Hanya dengan satu gerakan pergelangan tangan, Shi Xiaole berhasil membunuh ketiga anggota dari Kaisar Bela Diri Bersisi Delapan, seluruh perhatiannya kini tertuju pada Kapak Pilar Langit. Kesan pertama yang diberikan kapak itu kepadanya adalah bobotnyaβ€”bukan dalam hal berat, tetapi dalam aura yang mengesankan.

Seolah-olah dia tidak memegang kapak, melainkan sebuah gunung yang megah dan agung. Shi Xiaole yakin bahwa kekuatan yang terkandung dalam Kapak Pilar Langit pasti sangat menakutkan.

Secara tidak sadar, dia mengayunkan kapak ke depan.

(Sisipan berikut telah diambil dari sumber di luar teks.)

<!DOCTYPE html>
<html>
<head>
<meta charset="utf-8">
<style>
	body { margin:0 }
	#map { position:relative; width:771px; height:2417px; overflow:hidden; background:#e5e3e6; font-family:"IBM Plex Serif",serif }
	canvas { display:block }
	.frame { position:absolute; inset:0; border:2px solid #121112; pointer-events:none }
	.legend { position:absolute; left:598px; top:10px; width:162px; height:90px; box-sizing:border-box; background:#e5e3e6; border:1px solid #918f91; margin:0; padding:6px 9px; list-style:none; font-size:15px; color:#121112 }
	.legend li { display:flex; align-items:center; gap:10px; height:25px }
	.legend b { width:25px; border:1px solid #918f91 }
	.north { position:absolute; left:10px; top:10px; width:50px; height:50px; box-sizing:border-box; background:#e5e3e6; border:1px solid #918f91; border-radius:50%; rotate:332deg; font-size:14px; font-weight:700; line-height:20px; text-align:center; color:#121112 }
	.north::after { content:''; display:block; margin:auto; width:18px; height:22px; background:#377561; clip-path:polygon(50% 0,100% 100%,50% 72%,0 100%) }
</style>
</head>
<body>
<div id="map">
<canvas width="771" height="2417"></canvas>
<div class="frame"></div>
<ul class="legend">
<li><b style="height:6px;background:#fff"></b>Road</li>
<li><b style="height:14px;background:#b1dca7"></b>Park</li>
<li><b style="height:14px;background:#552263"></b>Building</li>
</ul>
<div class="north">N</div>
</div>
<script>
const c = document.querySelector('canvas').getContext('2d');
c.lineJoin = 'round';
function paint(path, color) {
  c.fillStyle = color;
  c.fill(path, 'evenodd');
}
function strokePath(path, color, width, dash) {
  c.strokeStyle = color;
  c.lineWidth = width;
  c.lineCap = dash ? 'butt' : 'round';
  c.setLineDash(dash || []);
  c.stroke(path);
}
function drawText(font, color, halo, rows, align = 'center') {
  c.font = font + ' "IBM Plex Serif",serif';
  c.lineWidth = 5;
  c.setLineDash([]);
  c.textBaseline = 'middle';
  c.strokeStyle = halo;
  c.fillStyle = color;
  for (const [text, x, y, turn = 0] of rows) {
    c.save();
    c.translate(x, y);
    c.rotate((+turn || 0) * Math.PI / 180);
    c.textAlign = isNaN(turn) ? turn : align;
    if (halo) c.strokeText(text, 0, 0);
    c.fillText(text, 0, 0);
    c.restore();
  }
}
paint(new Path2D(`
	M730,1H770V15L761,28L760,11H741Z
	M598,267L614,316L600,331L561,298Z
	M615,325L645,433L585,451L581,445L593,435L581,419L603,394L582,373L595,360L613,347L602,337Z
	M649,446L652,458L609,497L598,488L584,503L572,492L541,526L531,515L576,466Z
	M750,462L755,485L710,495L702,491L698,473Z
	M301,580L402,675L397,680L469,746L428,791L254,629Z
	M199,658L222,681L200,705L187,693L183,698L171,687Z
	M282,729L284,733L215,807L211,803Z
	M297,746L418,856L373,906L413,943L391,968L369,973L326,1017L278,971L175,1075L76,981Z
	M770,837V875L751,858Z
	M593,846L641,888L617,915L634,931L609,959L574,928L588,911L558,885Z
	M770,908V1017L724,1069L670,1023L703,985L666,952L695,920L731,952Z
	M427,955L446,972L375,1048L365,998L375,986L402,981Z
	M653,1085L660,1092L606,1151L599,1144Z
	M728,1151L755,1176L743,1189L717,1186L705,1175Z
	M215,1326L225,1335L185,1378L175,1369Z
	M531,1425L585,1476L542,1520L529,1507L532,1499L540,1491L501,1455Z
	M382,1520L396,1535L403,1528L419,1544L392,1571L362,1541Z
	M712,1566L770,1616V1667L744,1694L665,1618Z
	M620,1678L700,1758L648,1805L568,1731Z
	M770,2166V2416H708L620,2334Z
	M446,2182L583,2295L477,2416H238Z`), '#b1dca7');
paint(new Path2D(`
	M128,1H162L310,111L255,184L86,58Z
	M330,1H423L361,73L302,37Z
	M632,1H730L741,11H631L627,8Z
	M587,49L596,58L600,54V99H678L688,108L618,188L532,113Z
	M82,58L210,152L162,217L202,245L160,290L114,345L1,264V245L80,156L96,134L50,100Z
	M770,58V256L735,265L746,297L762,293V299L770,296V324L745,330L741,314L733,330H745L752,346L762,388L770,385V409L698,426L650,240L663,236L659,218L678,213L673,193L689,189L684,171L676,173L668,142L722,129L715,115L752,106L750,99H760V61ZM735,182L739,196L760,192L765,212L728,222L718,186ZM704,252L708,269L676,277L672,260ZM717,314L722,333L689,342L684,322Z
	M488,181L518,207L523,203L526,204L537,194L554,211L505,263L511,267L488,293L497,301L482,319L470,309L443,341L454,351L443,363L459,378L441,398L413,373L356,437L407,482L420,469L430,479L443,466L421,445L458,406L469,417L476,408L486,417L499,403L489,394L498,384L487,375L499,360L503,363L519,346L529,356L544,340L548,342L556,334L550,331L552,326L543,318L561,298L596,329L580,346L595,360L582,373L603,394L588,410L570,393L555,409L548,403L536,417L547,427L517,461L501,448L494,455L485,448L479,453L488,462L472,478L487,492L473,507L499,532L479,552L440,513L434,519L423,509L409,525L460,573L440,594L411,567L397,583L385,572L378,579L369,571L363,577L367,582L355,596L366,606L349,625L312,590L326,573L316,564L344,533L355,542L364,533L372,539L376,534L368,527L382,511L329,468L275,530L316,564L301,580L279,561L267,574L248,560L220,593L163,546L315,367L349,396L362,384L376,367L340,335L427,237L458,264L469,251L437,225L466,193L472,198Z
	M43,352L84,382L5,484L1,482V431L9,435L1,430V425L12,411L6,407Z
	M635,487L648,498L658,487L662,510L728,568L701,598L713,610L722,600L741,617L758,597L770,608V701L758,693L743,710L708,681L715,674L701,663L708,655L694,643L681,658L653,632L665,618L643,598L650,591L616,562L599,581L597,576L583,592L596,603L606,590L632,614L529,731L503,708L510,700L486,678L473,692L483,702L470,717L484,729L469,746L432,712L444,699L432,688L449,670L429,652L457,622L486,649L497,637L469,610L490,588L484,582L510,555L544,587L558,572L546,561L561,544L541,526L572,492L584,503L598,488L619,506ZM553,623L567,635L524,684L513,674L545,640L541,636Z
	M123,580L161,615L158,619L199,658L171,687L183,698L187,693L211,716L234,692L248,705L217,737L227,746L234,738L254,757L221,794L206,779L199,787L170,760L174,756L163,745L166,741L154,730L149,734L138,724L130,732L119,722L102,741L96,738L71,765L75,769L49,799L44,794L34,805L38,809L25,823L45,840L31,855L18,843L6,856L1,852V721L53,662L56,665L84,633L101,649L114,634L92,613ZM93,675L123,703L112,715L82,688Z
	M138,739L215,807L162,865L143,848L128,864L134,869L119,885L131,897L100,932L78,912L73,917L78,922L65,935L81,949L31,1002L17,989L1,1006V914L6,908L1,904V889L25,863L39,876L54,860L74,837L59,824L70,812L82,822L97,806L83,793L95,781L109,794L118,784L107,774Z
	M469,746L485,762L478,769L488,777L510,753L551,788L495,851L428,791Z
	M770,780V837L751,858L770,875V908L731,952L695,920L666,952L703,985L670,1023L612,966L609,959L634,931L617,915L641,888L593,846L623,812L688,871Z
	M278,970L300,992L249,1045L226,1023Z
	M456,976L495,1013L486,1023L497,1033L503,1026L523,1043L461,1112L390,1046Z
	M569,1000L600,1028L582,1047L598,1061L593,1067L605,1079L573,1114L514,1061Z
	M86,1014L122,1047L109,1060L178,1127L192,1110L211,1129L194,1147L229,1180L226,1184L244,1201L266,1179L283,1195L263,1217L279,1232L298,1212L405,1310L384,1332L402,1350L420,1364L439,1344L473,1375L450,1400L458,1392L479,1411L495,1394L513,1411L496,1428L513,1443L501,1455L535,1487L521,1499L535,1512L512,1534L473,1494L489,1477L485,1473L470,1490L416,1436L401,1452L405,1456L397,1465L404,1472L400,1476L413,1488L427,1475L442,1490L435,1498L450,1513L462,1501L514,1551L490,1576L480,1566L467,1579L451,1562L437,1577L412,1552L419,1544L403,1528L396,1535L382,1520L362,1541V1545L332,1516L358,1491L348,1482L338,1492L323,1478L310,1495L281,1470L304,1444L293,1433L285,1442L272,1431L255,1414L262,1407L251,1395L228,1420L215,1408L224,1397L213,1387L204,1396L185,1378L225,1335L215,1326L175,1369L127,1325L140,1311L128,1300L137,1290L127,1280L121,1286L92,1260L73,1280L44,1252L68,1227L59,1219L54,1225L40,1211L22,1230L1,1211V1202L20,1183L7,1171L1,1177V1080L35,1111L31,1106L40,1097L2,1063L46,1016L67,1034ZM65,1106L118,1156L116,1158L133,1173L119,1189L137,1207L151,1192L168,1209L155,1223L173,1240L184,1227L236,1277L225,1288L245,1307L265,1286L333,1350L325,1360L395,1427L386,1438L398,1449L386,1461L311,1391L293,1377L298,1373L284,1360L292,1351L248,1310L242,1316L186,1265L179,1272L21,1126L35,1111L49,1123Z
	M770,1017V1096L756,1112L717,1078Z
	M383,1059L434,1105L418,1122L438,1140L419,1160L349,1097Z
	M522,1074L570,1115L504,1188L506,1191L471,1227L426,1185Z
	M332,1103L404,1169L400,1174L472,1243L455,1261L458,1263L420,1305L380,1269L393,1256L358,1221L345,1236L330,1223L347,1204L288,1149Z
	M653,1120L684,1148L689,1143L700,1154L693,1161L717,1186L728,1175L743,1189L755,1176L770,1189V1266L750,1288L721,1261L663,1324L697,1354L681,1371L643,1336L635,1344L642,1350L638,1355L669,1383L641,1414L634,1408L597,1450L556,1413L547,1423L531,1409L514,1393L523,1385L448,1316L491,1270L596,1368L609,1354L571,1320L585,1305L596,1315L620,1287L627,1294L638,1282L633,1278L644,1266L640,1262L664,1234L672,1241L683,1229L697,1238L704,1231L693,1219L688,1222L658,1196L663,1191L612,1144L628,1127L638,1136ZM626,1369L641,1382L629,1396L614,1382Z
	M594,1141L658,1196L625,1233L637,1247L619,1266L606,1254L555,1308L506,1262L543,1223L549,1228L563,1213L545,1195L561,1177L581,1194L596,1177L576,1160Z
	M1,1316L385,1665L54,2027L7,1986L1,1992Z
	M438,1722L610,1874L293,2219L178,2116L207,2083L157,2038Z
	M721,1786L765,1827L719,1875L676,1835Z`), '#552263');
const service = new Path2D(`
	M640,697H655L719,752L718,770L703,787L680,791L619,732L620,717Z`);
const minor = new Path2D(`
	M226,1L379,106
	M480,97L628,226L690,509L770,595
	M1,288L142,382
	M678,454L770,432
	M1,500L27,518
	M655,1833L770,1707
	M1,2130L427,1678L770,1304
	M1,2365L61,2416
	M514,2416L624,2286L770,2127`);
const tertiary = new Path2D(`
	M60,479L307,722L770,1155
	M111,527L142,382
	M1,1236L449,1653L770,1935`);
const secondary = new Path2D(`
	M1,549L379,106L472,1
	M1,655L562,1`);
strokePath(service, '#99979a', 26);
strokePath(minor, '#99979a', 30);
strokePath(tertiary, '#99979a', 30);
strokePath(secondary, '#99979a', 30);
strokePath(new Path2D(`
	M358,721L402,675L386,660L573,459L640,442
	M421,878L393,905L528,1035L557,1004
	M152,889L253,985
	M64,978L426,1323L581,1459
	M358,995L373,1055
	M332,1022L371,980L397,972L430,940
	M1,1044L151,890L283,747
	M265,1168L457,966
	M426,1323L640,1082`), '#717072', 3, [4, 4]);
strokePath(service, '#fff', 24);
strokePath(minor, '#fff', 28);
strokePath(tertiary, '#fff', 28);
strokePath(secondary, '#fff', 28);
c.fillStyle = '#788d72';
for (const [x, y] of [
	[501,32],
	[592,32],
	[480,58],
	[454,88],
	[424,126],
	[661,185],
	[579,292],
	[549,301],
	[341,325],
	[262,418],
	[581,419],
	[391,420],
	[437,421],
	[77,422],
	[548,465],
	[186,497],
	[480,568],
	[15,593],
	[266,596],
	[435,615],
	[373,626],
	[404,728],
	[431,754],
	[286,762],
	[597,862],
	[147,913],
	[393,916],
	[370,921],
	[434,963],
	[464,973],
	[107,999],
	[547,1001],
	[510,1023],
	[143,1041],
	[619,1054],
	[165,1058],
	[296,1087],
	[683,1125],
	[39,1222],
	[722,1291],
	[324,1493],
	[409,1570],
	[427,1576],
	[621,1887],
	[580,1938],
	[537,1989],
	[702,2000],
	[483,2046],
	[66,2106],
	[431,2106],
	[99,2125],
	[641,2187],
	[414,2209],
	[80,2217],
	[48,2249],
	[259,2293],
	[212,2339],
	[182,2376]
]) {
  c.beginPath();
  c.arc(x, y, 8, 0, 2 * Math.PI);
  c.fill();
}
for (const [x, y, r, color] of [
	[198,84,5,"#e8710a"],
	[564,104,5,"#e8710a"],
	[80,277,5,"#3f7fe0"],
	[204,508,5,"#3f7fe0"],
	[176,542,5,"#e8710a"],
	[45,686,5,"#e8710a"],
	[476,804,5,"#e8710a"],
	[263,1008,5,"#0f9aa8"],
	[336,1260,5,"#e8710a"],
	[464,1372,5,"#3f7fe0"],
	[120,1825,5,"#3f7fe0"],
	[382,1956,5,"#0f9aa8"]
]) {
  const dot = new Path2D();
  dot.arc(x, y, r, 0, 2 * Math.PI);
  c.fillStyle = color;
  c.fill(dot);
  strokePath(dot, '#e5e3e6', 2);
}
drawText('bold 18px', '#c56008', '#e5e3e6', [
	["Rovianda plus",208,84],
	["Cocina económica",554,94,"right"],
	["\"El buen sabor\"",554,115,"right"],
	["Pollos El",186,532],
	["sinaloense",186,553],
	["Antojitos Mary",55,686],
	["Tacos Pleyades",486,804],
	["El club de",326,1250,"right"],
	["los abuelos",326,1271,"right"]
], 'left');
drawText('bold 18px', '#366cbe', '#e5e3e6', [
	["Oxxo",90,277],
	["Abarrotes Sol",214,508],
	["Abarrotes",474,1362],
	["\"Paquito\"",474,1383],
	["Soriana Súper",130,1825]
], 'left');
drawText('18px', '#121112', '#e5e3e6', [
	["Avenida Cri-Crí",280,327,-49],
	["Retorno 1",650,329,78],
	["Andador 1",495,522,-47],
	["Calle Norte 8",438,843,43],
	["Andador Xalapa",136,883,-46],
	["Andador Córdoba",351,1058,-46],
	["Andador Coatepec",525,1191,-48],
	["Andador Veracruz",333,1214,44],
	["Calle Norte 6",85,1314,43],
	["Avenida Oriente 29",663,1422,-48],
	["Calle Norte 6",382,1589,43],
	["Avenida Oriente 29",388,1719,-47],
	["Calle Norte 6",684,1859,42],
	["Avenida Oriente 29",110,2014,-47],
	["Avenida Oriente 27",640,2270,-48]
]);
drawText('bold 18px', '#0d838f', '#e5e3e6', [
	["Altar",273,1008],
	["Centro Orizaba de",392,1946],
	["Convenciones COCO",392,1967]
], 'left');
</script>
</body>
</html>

Sebuah celah selebar sepuluh zhang muncul dari tempat kapak itu menghantam, membentang hingga ke cakrawala, di luar jangkauan pandangan, menyebabkan banyak orang tersentak takjub.

"Layak disebut Senjata Spiritual kelas tinggi, jurus ini meningkatkan kekuatan seranganku sebesar lima belas persen. Namun, ini hanyalah jurus biasa; jika aku menggunakan teknik pedang, aku sama saja seperti bertarung dengan tangan kosong."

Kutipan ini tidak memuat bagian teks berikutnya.